• _Work request_:
I need the number of lines in the following entries that hold the word "relative", and no other text.

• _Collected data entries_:
——
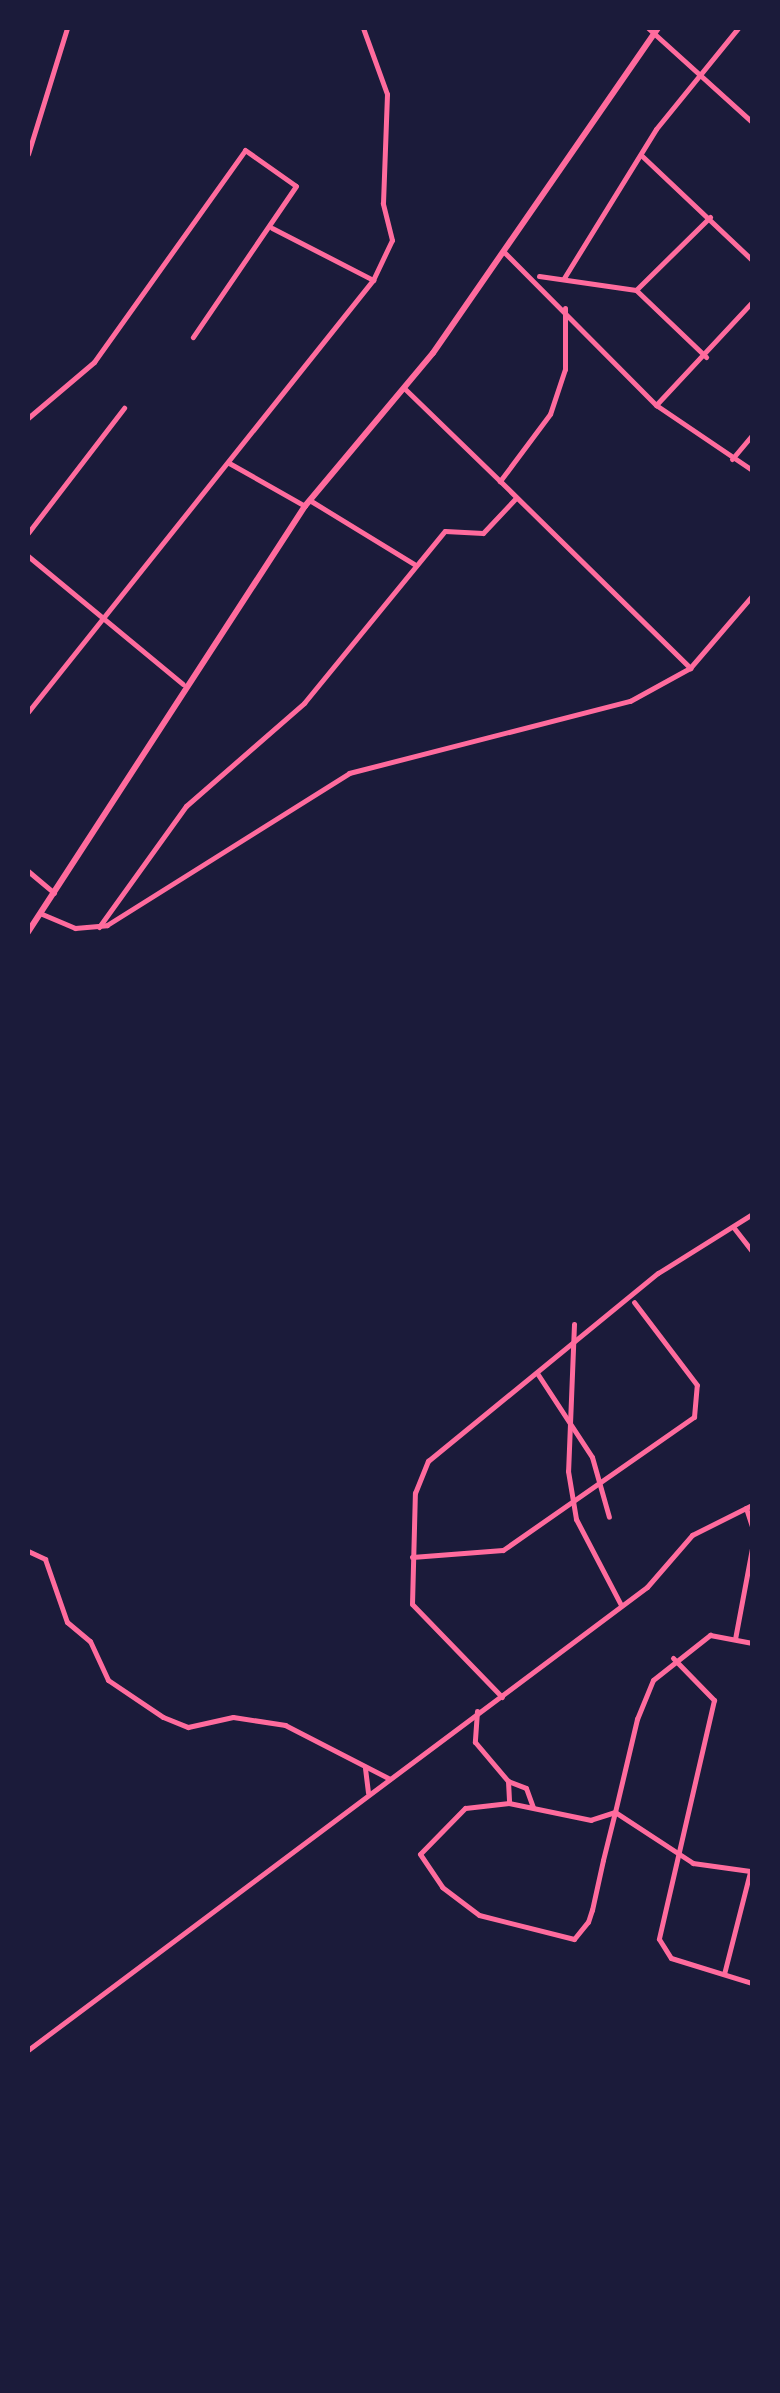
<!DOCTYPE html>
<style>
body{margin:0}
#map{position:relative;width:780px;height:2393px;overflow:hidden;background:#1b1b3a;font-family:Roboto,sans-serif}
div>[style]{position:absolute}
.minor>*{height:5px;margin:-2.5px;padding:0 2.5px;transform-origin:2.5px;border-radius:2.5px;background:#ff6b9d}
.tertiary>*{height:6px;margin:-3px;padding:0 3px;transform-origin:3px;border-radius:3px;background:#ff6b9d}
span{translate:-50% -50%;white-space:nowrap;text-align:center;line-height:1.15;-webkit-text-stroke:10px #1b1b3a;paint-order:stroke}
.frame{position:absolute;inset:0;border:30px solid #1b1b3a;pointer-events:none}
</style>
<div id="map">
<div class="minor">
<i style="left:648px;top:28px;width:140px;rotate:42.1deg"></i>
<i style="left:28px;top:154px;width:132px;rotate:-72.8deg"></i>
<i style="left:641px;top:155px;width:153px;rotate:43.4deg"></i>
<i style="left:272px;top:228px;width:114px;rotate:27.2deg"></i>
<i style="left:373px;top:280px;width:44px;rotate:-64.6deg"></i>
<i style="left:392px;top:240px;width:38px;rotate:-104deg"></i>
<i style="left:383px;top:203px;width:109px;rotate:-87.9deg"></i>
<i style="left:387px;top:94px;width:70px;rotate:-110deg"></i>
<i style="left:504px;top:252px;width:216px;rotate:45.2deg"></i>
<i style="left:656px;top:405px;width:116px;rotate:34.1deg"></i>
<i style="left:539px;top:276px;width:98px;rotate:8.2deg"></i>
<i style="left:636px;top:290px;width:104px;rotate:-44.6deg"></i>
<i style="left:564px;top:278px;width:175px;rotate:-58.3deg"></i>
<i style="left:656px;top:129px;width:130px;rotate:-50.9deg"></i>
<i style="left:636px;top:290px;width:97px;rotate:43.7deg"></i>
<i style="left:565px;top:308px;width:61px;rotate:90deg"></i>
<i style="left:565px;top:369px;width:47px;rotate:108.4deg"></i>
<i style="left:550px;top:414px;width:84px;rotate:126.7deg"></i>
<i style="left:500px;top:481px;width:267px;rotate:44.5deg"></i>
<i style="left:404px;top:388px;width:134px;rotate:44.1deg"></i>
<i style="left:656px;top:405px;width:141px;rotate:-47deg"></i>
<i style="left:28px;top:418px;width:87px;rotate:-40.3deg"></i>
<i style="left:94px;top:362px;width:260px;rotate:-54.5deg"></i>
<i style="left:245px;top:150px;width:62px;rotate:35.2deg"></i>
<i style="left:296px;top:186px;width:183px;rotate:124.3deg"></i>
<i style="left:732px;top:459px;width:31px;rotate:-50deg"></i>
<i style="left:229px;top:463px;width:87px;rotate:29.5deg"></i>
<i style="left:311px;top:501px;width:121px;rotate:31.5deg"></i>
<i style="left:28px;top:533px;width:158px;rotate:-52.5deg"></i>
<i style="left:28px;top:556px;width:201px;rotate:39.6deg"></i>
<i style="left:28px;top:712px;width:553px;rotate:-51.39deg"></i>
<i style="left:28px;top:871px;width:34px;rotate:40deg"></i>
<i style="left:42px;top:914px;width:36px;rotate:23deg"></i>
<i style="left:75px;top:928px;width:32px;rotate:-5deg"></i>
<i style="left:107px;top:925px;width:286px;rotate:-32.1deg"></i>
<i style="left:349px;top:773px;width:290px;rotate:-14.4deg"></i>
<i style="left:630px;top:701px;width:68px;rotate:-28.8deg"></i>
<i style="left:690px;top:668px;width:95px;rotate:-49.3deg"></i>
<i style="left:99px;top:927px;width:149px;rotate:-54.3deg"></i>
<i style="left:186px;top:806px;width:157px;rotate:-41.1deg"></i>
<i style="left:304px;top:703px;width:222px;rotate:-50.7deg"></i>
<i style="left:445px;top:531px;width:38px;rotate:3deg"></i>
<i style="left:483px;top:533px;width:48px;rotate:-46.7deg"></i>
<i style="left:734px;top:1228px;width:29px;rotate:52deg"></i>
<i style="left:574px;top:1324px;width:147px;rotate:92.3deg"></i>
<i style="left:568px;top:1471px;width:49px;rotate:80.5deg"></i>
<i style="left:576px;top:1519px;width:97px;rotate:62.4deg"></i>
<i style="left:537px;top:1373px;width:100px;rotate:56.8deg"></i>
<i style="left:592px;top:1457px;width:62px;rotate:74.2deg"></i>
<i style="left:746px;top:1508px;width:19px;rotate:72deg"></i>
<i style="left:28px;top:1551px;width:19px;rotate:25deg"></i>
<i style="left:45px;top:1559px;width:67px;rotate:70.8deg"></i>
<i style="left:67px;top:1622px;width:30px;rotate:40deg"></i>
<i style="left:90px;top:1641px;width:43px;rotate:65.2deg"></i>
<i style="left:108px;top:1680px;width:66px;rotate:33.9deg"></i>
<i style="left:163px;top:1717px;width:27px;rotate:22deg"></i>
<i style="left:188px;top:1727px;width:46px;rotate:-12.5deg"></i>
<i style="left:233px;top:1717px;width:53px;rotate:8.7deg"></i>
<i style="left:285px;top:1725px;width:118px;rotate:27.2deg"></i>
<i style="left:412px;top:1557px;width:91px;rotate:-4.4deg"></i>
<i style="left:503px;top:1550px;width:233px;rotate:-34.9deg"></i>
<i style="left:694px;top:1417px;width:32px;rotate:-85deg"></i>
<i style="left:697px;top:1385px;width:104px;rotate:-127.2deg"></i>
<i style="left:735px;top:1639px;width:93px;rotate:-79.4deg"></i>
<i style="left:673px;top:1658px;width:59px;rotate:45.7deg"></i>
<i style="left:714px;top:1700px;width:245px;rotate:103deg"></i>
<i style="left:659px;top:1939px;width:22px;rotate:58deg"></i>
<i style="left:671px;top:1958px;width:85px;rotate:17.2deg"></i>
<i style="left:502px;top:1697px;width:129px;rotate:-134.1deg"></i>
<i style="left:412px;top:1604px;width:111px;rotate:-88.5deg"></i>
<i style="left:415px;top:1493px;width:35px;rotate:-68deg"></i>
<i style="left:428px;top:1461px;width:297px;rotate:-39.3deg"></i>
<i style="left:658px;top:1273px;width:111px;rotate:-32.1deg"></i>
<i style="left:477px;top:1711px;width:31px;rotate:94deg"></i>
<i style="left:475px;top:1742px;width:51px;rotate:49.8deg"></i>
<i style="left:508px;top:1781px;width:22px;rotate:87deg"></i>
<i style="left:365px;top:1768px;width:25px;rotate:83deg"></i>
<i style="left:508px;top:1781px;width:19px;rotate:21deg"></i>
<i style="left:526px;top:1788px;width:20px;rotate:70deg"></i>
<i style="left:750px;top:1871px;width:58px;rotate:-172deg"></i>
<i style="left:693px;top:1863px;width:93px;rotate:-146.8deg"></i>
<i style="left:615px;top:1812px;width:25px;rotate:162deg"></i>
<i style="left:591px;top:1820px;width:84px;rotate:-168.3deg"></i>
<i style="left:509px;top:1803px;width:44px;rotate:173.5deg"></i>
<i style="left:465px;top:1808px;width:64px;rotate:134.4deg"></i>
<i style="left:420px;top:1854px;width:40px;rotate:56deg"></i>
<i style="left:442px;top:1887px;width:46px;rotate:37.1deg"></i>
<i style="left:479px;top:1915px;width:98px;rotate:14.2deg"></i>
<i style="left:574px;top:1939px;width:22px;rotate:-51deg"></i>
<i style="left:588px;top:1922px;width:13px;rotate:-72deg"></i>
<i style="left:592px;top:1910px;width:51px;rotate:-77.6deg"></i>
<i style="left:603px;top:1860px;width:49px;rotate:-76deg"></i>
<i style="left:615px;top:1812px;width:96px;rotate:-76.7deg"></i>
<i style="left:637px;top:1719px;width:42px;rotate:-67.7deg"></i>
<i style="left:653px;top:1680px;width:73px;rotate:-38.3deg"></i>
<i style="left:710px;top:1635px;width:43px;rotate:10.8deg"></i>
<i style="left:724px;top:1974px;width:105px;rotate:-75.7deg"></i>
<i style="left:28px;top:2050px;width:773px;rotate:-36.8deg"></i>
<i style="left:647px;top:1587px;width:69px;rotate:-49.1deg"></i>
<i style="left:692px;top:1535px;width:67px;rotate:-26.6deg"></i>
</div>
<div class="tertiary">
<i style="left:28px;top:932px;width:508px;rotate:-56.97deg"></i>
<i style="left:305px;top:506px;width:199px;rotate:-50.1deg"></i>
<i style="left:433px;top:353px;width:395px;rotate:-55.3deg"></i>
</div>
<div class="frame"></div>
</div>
——
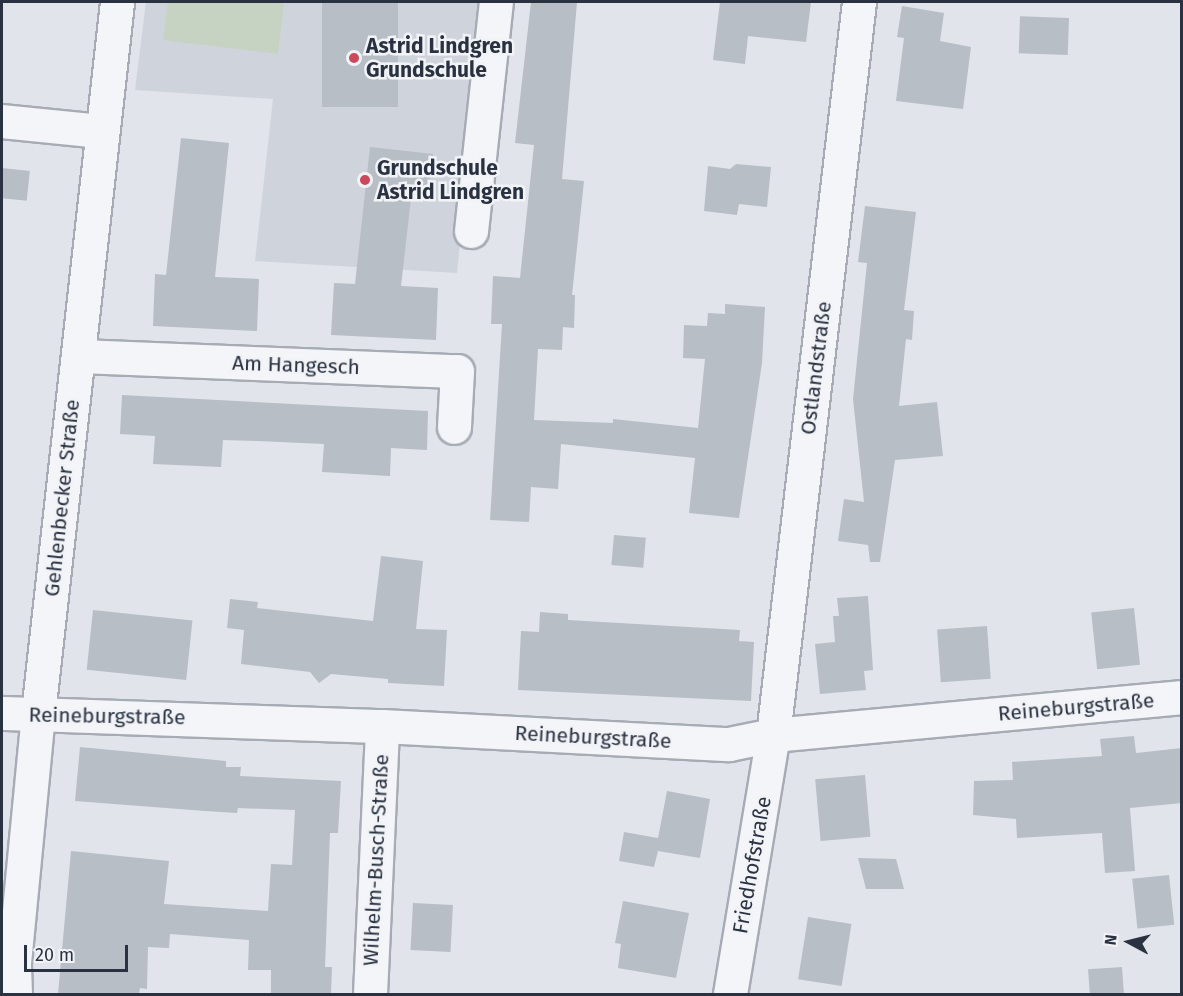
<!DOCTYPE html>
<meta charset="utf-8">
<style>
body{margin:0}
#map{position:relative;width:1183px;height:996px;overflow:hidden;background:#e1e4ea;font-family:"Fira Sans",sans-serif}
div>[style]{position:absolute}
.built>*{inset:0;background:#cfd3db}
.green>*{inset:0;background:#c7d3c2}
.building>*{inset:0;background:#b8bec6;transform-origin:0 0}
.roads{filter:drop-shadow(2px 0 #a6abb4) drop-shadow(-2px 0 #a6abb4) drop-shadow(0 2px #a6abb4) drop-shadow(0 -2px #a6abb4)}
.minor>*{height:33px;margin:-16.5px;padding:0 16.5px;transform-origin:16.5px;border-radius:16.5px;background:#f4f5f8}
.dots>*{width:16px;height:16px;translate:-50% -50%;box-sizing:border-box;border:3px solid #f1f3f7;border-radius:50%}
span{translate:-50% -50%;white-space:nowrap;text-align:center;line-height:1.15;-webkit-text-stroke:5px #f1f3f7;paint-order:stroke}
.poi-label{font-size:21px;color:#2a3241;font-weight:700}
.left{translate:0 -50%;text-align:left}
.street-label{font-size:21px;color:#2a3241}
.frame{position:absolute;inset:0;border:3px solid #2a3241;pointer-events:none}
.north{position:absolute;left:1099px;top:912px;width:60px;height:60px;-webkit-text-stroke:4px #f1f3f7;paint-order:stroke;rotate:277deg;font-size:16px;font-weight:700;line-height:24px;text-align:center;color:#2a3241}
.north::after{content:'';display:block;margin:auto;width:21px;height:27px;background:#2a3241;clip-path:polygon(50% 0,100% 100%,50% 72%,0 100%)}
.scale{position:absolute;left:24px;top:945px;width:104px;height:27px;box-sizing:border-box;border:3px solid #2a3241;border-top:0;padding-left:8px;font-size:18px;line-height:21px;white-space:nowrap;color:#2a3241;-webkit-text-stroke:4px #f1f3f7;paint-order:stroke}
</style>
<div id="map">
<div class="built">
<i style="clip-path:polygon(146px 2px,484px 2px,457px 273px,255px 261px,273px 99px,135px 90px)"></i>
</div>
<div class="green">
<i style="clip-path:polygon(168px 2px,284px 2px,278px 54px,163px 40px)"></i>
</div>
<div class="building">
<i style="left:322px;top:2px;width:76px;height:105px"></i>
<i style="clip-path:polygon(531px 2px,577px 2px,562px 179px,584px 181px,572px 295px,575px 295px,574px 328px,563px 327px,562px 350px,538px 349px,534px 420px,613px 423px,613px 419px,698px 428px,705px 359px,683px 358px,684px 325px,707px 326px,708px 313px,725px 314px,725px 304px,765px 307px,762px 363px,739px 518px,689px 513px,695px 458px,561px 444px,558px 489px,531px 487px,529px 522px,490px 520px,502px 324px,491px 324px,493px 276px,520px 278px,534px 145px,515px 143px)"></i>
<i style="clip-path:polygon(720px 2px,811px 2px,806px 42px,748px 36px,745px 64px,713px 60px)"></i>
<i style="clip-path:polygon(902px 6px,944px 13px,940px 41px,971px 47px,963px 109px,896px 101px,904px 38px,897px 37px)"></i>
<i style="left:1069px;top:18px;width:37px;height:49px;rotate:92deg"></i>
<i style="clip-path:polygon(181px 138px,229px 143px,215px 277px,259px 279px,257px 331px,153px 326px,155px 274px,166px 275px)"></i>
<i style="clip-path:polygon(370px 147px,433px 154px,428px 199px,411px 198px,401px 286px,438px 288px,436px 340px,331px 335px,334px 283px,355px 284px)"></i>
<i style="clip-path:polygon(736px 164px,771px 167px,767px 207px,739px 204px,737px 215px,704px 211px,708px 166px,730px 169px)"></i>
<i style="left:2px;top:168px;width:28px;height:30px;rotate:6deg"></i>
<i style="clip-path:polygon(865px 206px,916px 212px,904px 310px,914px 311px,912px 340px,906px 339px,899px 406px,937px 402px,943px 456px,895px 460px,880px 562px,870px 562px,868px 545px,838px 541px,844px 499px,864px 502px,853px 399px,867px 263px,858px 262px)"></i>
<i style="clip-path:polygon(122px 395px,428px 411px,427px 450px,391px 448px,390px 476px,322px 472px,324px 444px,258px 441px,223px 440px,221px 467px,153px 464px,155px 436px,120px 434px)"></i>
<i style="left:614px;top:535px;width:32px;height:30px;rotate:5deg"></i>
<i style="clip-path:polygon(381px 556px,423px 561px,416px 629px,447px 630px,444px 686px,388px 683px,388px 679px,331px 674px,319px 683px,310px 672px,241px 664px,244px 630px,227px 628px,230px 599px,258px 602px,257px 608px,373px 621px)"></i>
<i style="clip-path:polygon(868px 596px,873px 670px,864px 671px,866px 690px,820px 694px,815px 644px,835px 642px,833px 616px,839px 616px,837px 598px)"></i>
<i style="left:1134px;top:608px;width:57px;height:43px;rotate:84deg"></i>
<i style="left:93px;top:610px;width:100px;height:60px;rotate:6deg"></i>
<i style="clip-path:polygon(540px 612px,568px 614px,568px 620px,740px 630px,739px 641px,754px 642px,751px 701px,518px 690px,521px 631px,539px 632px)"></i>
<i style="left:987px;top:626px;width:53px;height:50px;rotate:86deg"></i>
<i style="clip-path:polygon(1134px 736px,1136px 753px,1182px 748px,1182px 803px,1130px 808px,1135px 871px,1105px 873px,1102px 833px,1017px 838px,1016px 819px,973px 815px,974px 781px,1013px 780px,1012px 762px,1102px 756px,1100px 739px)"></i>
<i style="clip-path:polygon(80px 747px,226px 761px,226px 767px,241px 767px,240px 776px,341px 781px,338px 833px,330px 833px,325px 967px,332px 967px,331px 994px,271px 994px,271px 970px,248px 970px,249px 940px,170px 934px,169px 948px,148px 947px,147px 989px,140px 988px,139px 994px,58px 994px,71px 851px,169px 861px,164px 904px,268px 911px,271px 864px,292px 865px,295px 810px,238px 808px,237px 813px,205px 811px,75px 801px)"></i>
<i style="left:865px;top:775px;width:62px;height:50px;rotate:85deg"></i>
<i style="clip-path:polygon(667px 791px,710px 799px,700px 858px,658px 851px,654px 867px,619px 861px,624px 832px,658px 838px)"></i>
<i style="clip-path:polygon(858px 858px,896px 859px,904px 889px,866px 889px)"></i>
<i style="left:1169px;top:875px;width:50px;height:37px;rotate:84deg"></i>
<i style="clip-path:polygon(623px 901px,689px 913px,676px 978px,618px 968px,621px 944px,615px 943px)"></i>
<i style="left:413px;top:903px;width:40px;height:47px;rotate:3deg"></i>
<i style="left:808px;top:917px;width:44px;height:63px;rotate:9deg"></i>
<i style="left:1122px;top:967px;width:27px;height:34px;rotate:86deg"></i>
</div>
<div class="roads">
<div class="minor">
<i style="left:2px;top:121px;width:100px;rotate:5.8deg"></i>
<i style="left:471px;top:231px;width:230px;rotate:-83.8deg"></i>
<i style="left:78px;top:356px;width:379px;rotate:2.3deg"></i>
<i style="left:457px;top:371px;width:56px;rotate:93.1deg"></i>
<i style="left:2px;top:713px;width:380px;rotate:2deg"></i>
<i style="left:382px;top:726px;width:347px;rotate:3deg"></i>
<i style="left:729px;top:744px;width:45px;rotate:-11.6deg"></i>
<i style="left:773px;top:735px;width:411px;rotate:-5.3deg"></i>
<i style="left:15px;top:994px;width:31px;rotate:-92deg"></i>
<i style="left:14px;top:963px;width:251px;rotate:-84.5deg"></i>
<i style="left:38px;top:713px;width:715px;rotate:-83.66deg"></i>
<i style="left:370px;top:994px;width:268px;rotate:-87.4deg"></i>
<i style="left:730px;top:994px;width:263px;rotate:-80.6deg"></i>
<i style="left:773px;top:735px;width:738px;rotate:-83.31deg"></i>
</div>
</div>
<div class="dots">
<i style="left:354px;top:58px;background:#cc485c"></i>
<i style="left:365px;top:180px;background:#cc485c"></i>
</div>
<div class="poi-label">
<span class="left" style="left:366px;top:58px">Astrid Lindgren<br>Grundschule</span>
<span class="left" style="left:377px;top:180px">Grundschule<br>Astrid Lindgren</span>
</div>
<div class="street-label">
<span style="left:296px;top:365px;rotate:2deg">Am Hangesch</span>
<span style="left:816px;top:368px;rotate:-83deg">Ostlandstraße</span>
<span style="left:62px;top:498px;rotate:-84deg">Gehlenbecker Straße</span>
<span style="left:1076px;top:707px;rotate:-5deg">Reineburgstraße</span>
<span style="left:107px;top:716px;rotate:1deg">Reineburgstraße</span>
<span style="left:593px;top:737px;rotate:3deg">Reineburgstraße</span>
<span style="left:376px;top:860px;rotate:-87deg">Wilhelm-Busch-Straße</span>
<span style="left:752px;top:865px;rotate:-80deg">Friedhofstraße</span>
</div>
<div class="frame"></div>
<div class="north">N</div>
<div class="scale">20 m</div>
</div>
——
• _Response to this exercise_:
2